Sankrant Sanu’s question—“Is it also OK for her to hope you embrace Hinduism? Why do the children not have a choice?”—is not rhetorical; it underscores how religious exclusivity erodes mutual respect within families. Shivani Gupta adds the sharpest critique: “Tolerance is not acceptance.” To merely “tolerate” a spouse’s beliefs while hoping for her eventual conversion is not love—it’s conditional superiority disguised as affection.

Source: X Post by JD Vance

The Hindu American Foundation’s response takes this further, asking Vance to reciprocate his wife’s openness: if she encouraged him toward his faith, why not engage with hers? They point out that Hinduism neither seeks conversion nor monopolizes salvation; it recognizes many ways of realizing the Divine. Their letter reminds him that proselytization—often under the banner of Christian love—has historically demeaned and coerced Hindus, and that his words risk echoing that colonial arrogance.

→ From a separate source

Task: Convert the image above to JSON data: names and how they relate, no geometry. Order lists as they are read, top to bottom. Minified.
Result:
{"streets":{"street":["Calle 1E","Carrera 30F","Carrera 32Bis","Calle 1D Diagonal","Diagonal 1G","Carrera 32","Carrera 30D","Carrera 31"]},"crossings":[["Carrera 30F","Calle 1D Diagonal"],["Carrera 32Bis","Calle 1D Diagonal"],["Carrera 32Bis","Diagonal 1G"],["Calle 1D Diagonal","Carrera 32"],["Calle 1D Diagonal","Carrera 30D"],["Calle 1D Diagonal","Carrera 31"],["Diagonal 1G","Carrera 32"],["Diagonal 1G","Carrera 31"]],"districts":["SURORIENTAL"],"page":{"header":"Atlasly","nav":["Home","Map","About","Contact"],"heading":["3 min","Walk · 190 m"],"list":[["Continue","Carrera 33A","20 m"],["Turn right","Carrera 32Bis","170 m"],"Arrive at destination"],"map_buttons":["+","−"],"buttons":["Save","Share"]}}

What makes this episode significant is not theological debate but the public office Vance holds. His language reflects a broader political culture that normalizes one-way respect: minorities must honor Christian identity, but Christians need not reciprocate. The Hindu voices here remind America that pluralism is not relativism — it’s the foundation of democracy itself.

In truth, these exchanges reveal the limits of both America’s liberalism and its conservatism. One side claims inclusivity yet patronizes faiths it doesn’t understand; the other preaches faith but weaponizes it for exclusion. The Hindu response offers a civilizational corrective.

One that says, in essence: belief need not be a battle, and difference need not demand conversion.

Remember, that is not just Hindu wisdom. It is the pluralist ideal that America was supposed to stand for but in reality hasn't.

The Fake Saviors on the Left

The tragedy of Usha Vance’s public treatment is that it exposes not just the prejudice of the far right—but also the condescension of the liberal left.

When MSNBC host and former White House Press Secretary Jen Psaki quipped, “I always wonder what’s going on in the mind of his wife. Are you OK? Please blink four times. Come over here, we’ll save you,” she revealed a different face of the same colonial instinct: the presumption that an Indian or Hindu woman married to a conservative white man must be a silent victim in need of rescue.

Paternalism much?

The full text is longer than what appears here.